--- THE RECORDS Enclosed Below ---
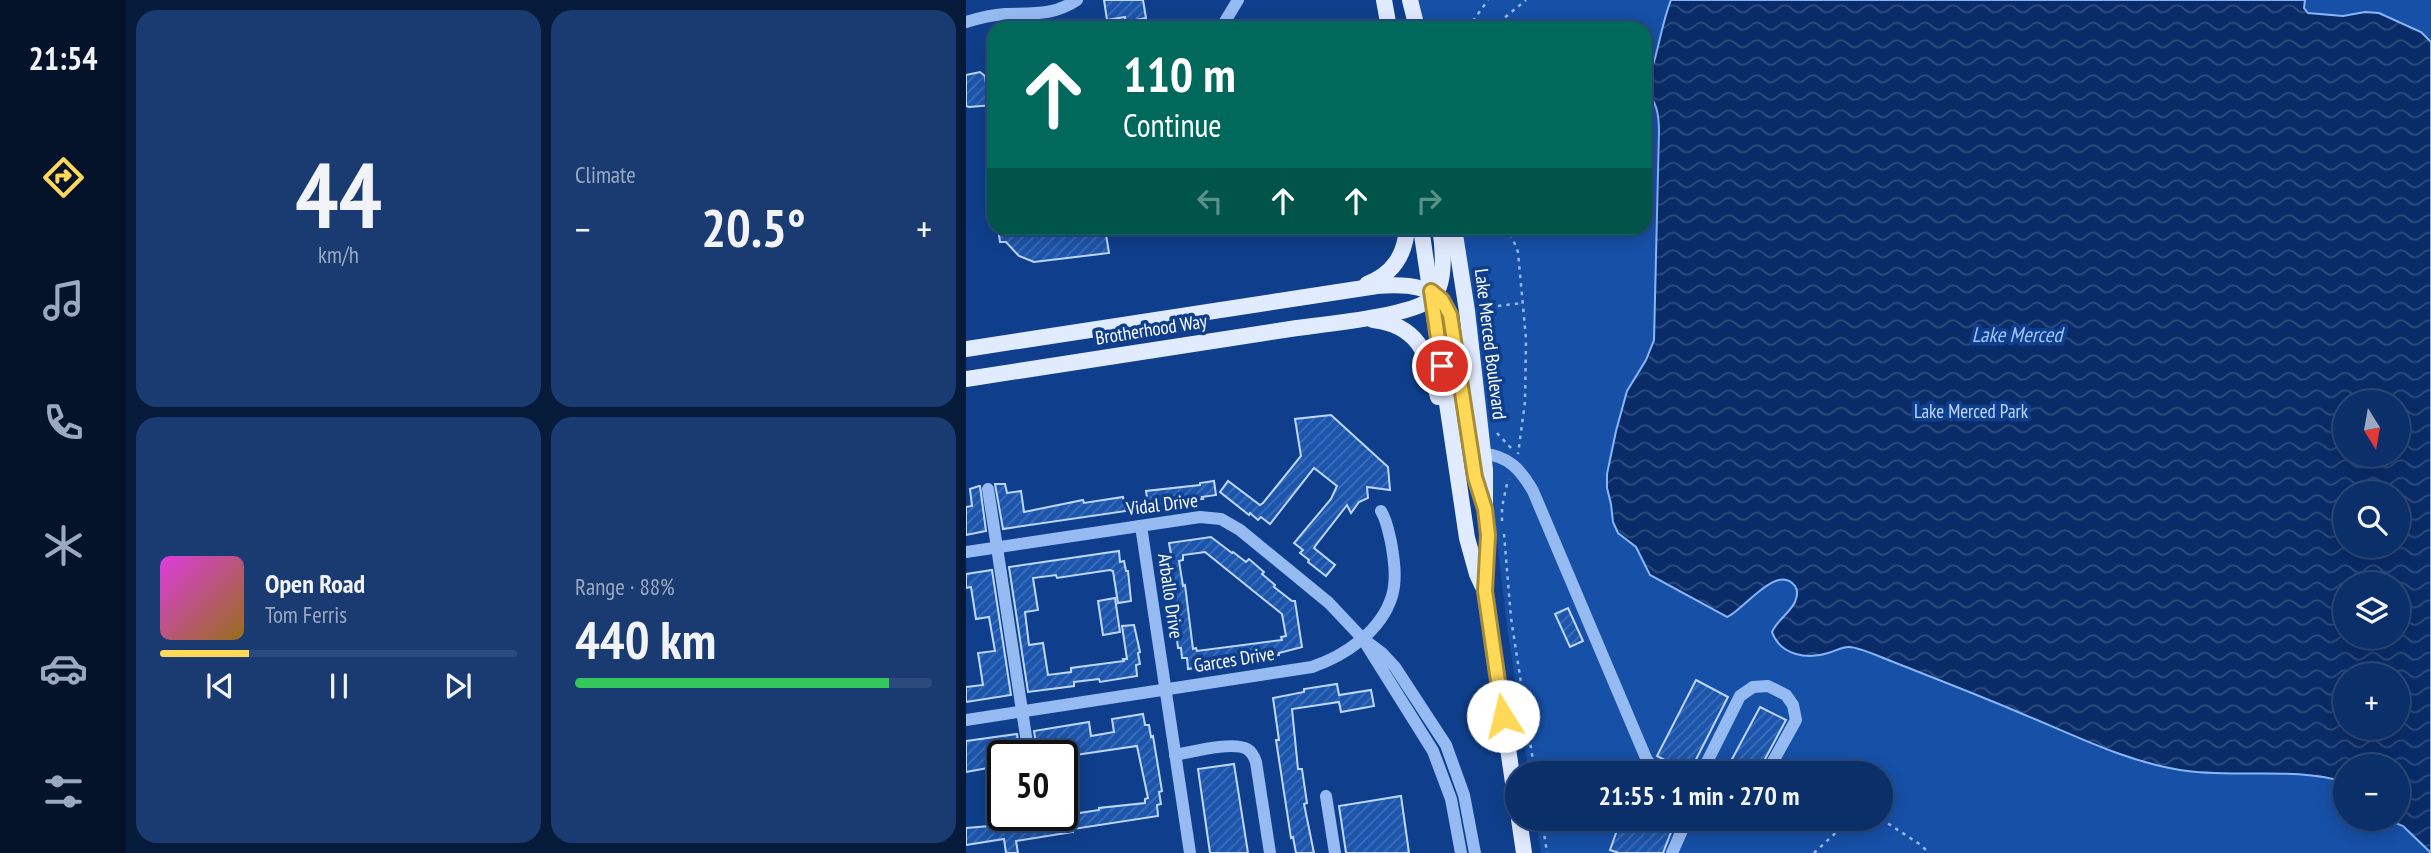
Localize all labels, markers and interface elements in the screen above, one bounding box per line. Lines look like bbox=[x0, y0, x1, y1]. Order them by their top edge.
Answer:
text: 21:54 bbox=[28, 37, 98, 79]
text: 110 m bbox=[1123, 42, 1236, 106]
icon: ahead bbox=[1008, 49, 1099, 140]
text: Continue bbox=[1123, 104, 1222, 146]
text: 44 bbox=[295, 135, 382, 253]
icon: directions bbox=[39, 153, 88, 202]
text: Climate bbox=[575, 160, 636, 189]
icon: left bbox=[1191, 182, 1229, 220]
icon: ahead bbox=[1264, 182, 1302, 220]
icon: ahead bbox=[1337, 182, 1375, 220]
icon: right bbox=[1410, 182, 1448, 220]
text: 20.5° bbox=[701, 194, 806, 261]
text: − bbox=[575, 204, 591, 253]
text: + bbox=[916, 204, 932, 253]
text: km/h bbox=[318, 240, 359, 269]
street label: Lake Merced Boulevard bbox=[1470, 267, 1512, 421]
icon: music bbox=[39, 276, 88, 325]
street label: Brotherhood Way bbox=[1094, 308, 1209, 350]
water label: Lake Merced bbox=[1972, 321, 2065, 348]
pin bbox=[1412, 336, 1472, 396]
icon: arrive bbox=[1423, 347, 1461, 385]
north arrow bbox=[2333, 390, 2410, 467]
map controls bbox=[2333, 390, 2410, 831]
icon: phone bbox=[39, 398, 88, 447]
park label: Lake Merced Park bbox=[1914, 399, 2029, 423]
button: search bbox=[2333, 481, 2410, 558]
street label: Vidal Drive bbox=[1124, 488, 1199, 520]
icon: climate bbox=[39, 521, 88, 570]
street label: Arballo Drive bbox=[1153, 552, 1189, 640]
text: Open Road bbox=[265, 567, 365, 600]
text: Range · 88% bbox=[575, 572, 675, 601]
button: layers bbox=[2333, 572, 2410, 649]
text: Tom Ferris bbox=[265, 600, 347, 629]
text: 440 km bbox=[575, 606, 716, 673]
street label: Garces Drive bbox=[1192, 641, 1276, 677]
icon: car bbox=[39, 644, 88, 693]
button: + bbox=[2333, 663, 2410, 740]
icon: previous bbox=[201, 667, 239, 705]
icon: pause bbox=[320, 667, 358, 705]
icon: next bbox=[439, 667, 477, 705]
position arrow bbox=[1466, 679, 1540, 753]
speed limit sign: 50 bbox=[987, 740, 1078, 831]
button: − bbox=[2333, 754, 2410, 831]
icon: filters bbox=[39, 767, 88, 816]
text: 21:55 · 1 min · 270 m bbox=[1599, 779, 1799, 812]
--- End of Enclosed THE RECORDS ---
Return every entry of the data above verbatim, with no images included.

== THE ANSWER ==
Localize all labels, markers and interface elements in the screen above, one bounding box per line. Lines look like bbox=[x0, y0, x1, y1]. Order them by their top edge.
Answer:
text: 21:54 bbox=[28, 37, 98, 79]
text: 110 m bbox=[1123, 42, 1236, 106]
icon: ahead bbox=[1008, 49, 1099, 140]
text: Continue bbox=[1123, 104, 1222, 146]
text: 44 bbox=[295, 135, 382, 253]
icon: directions bbox=[39, 153, 88, 202]
text: Climate bbox=[575, 160, 636, 189]
icon: left bbox=[1191, 182, 1229, 220]
icon: ahead bbox=[1264, 182, 1302, 220]
icon: ahead bbox=[1337, 182, 1375, 220]
icon: right bbox=[1410, 182, 1448, 220]
text: 20.5° bbox=[701, 194, 806, 261]
text: − bbox=[575, 204, 591, 253]
text: + bbox=[916, 204, 932, 253]
text: km/h bbox=[318, 240, 359, 269]
street label: Lake Merced Boulevard bbox=[1470, 267, 1512, 421]
icon: music bbox=[39, 276, 88, 325]
street label: Brotherhood Way bbox=[1094, 308, 1209, 350]
water label: Lake Merced bbox=[1972, 321, 2065, 348]
pin bbox=[1412, 336, 1472, 396]
icon: arrive bbox=[1423, 347, 1461, 385]
north arrow bbox=[2333, 390, 2410, 467]
map controls bbox=[2333, 390, 2410, 831]
icon: phone bbox=[39, 398, 88, 447]
park label: Lake Merced Park bbox=[1914, 399, 2029, 423]
button: search bbox=[2333, 481, 2410, 558]
street label: Vidal Drive bbox=[1124, 488, 1199, 520]
icon: climate bbox=[39, 521, 88, 570]
street label: Arballo Drive bbox=[1153, 552, 1189, 640]
text: Open Road bbox=[265, 567, 365, 600]
text: Range · 88% bbox=[575, 572, 675, 601]
button: layers bbox=[2333, 572, 2410, 649]
text: Tom Ferris bbox=[265, 600, 347, 629]
text: 440 km bbox=[575, 606, 716, 673]
street label: Garces Drive bbox=[1192, 641, 1276, 677]
icon: car bbox=[39, 644, 88, 693]
button: + bbox=[2333, 663, 2410, 740]
icon: previous bbox=[201, 667, 239, 705]
icon: pause bbox=[320, 667, 358, 705]
icon: next bbox=[439, 667, 477, 705]
position arrow bbox=[1466, 679, 1540, 753]
speed limit sign: 50 bbox=[987, 740, 1078, 831]
button: − bbox=[2333, 754, 2410, 831]
icon: filters bbox=[39, 767, 88, 816]
text: 21:55 · 1 min · 270 m bbox=[1599, 779, 1799, 812]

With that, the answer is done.